Es así que consideramos que se deben matizar las posturas extremas. Admitir que es preciso llegar a definiciones interculturales de lo que se entiende por derechos humanos, en donde participen todos los involucrados. Admitir asimismo que es posible que la administración de justicia indígena en algunos casos involucre ciertas violaciones a los derechos humanos, y en ese sentido el Estado debe pergeñar un mecanismo que permita su control.
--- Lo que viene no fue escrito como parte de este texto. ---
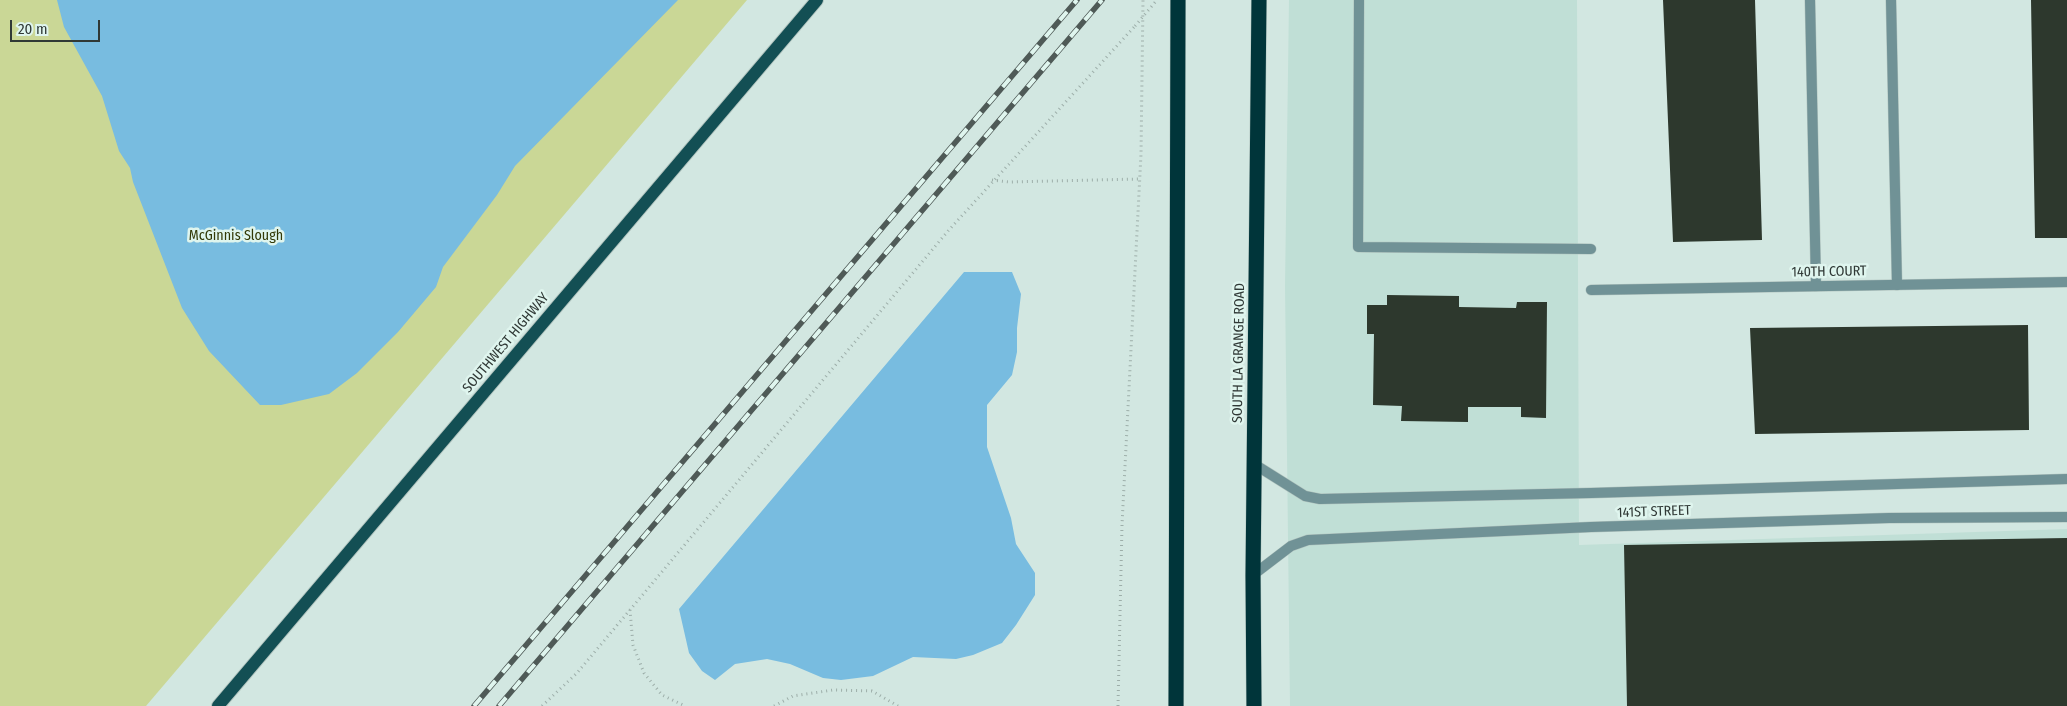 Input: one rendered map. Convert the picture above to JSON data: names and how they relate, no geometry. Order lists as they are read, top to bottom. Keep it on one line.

Este control puede estar dado por diversos procedimientos. El que se presenta como el más adecuado, y en coincidencia con algunos autores, es el de un jurado escabinado, formado por jueces y miembros de las comunidades indígenas, en donde se puede discutir y finalmente arribar a la solución que exige el caso (8). Sin ignorar que estas alternativas son difíciles de implementar y que su desarrollo puede significar todo un proceso, es sin duda uno de los tantos caminos que debemos transitar si pretendemos genuinamente alcanzar un Estado intercultural.
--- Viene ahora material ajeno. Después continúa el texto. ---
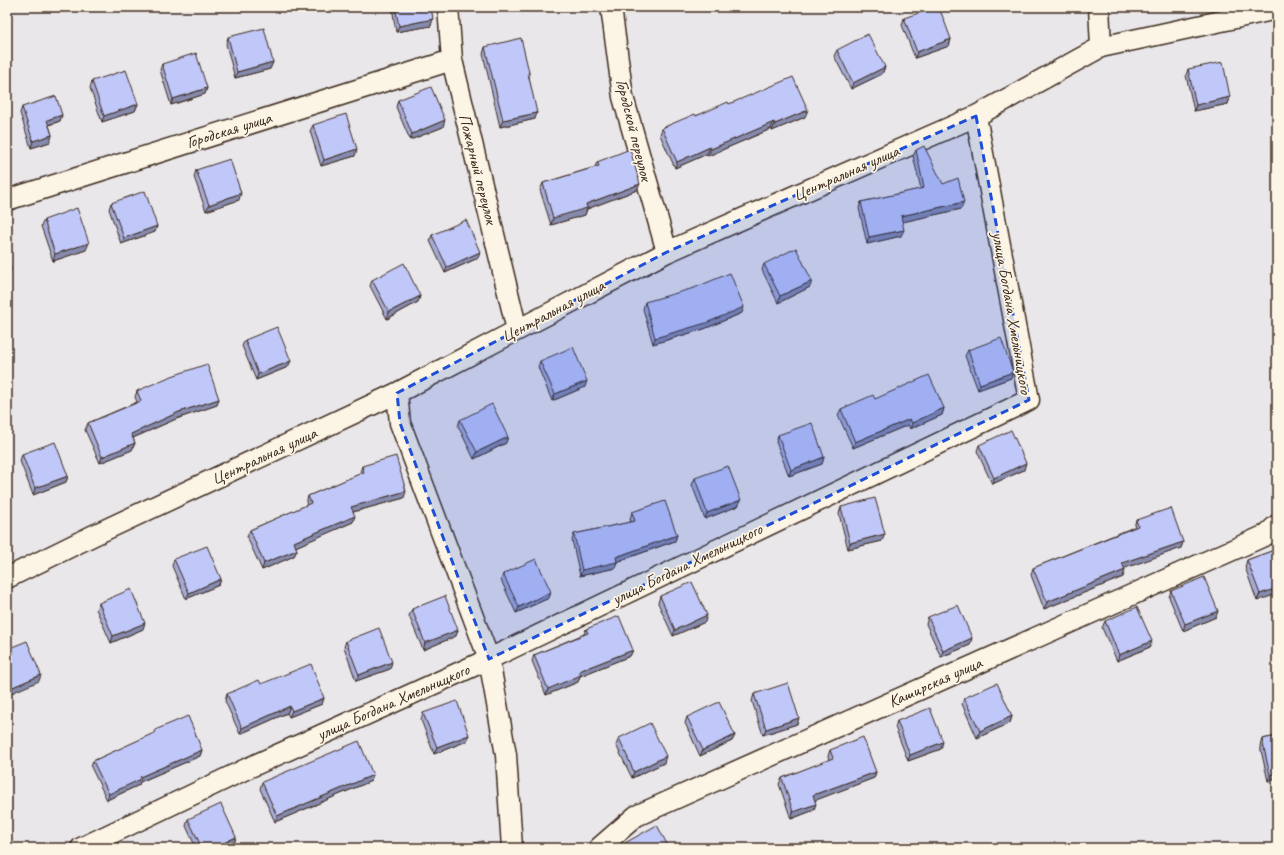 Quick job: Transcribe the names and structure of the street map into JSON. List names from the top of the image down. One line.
{"streets":{"street":["Городская улица","Городской переулок","Пожарный переулок","Центральная улица","улица Богдана Хмельницкого","Каширская улица"]},"crossings":[["Городская улица","Пожарный переулок"],["Городской переулок","Центральная улица"],["Пожарный переулок","Центральная улица"],["Центральная улица","улица Богдана Хмельницкого"]]}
Sólo resta dilucidar el acertijo, aquel que expresa el principio de igualdad unido insoslayablemente al de la diferencia, volviendo a repensar el contenido de los derechos humanos desde una perspectiva más amplia que necesariamente debe incorporar la variable cultural, y en ese sentido estar dispuesto a profundizar el respeto y la tolerancia. Considero que se puede avanzar en el discernimiento de algunos de los temas presentados someramente en estas pocas hojas, sin desconocer que existe un punto de insolubilidad -o inconmensurabilidad- entre culturas difícil de zanjar.


Notas

1. Utilizo el término "oficial" para referirme a la justicia que surge de los aparatos del Estado. Prefiero dejar de lado el término "estatal", dado que si existe un auténtico reconocimiento de la diversidad los derechos de los Pueblos indígenas también se convierten en derechos del Estado en el que habitan.
2. No desconocemos en este punto que numerosas organizaciones indígenas e indígenas no se reconocen como "ciudadanos de un Estado determinado", sino que reivindican su condición de miembro de un determinado Pueblo.
3. Rachel Sieder (ILAS) y Jessica Witchell (AFRAS, Universidad de Sussex)
"Impulsando las Demandas Indígenas a través de la Ley:
Reflexiones sobre el Proceso de Paz en Guatemala "
"....A través de su creciente participación en la arena internacional, las demandas de los pueblos indígenas se encuentran configuradas por procesos institucionales internacionales y maneras internacionales de "imaginarse lo real". Existe ahora un lugar reconocido para los pueblos indígenas en la arena internacional. Esta posición es estratégicamente beneficiosa, posibilitándole a estos la articulación de sus demandas, aunque sea en un formato específico. Sin embargo, esta creciente participación de los pueblos indígenas también actúa para legitimar la expansión y reproducción de las mismas instituciones internacionales y sus discursos legales. Las demandas que han surgido de las experiencias de vida de los pueblos indígenas se encuentran ahora comprometidas, a través del uso estratégico de estos canales institucionales internacionales, al mantenimiento de estos mismos poderes y por lo tanto se encuentran configuradas y limitadas de acuerdo a esta lógica..."
4. "Límite" que siempre se encuentra asociado al respeto de los derechos humanos y a su potencial violación por determinadas prácticas.
5. Con algunas "lamentables" excepciones, como es el caso chileno.
6. Reconocimiento que es condicionado siempre a las leyes del Estado, pero que pueden ser interpretado en sentido más amplio, a fin de no vaciar la jurisdicción indígena.
7. El Tribunal Constitucional de Colombia ha establecido algunos límites insalvables, tales como la pena de muerte y la tortura.
8. Yrigoyen Fajardo, Raquel: Pautas para la coordinación entre el derecho indígena y el derecho estatal. Guatemala: Fundación Myrna Mack, 1999, p. 98 (Disponible en: http://www.alertanet.org/dc-ryf-criterios.htm).

 

*Silvina Ramírez. Directora Ejecutiva del Instituto de Estudios Comparados en Ciencias Penales y Sociales (INECIP), y Profesora de Derecho Constitucional en la Facultad de Derecho de la Universidad de Buenos Aires.